Metacritic (7/10), Letterboxd (3.5/5), Imdb.com (7/10), TMDB.com (7/10)

Providing care, comfort and compassion to the world’s downtrodden is undoubtedly a noble, if exhausting and often-frustrating, cause, especially when pleas for help go ignored or fall on deaf ears. Yet, every so often, someone comes along who tirelessly keeps on fighting for those less fortunate, as was the case with Italian immigrant Mother Francesca Cabrini (Cristiana Dell’Anna). Upon her arrival in New York in 1889, the diminutive but zealous nun from Lombardy set about her work to care for her fellow countrymen and women (especially orphaned and abandoned children) in desperate need of food, housing and medical care, the first charitable undertaking of what she envisioned becoming a worldwide network of such ventures. She successfully raised awareness of the plight of these emigrees by getting the attention of a New York Times reporter (Jeremy Bobb), an endeavor that garnered support for her efforts and challenged the prejudicial attitudes of the public and New York’s municipal government, including its bigoted, intolerant mayor (John Lithgow). And, through it all, she wrestled with personal health issues that hung over her for many years. Writer-director Alejandro Monteverde’s latest presents a detailed, well-told biography of a woman who wouldn’t give up at a time when the deck was stacked against her, both on the bases of her gender and nationality, as well as (in some cases) as a representative of the Church.
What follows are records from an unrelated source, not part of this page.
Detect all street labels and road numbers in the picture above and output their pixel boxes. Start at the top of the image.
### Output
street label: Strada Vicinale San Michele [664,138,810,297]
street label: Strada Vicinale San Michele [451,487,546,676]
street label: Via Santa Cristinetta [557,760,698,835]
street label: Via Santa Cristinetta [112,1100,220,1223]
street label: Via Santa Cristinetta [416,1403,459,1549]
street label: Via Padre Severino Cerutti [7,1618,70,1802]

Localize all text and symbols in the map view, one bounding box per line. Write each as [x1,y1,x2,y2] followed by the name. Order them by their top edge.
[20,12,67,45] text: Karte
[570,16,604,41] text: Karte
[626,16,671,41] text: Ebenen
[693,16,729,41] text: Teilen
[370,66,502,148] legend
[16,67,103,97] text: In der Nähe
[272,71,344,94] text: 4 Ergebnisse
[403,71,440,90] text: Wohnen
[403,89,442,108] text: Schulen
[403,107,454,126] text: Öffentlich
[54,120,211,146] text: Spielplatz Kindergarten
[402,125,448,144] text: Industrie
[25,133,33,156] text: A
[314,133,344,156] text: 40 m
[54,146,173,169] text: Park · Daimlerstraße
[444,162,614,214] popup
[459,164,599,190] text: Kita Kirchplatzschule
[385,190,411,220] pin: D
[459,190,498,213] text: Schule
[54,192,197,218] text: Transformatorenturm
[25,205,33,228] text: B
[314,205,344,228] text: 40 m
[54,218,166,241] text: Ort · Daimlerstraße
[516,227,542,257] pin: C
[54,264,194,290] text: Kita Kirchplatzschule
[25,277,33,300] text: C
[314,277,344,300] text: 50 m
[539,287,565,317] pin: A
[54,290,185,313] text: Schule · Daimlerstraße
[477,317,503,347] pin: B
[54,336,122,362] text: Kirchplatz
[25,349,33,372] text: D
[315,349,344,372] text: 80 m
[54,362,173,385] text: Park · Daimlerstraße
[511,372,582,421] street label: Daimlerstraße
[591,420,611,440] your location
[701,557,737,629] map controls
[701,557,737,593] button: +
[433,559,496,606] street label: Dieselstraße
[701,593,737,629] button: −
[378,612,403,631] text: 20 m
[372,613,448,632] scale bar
The picture’s superb production design, fine period piece production values and gorgeous cinematography lend much to this release, as do the performances of Dell’Anna and Lithgow, along with a host of supporting characters. Despite these strengths, though, this slightly overlong offering has occasional problems with pacing, monodimensional character development, overdramatic elements (particularly in the soundtrack) and an underdeveloped back story. At the same time, however, “Cabrini” tells an inspiring and uplifting tale of someone who accomplished a lot but hasn’t really received the attention she’s due. This film helps to make up for that oversight while reminding us all that we can play a part in fulfilling her dream of genuinely creating an empire of hope for the world.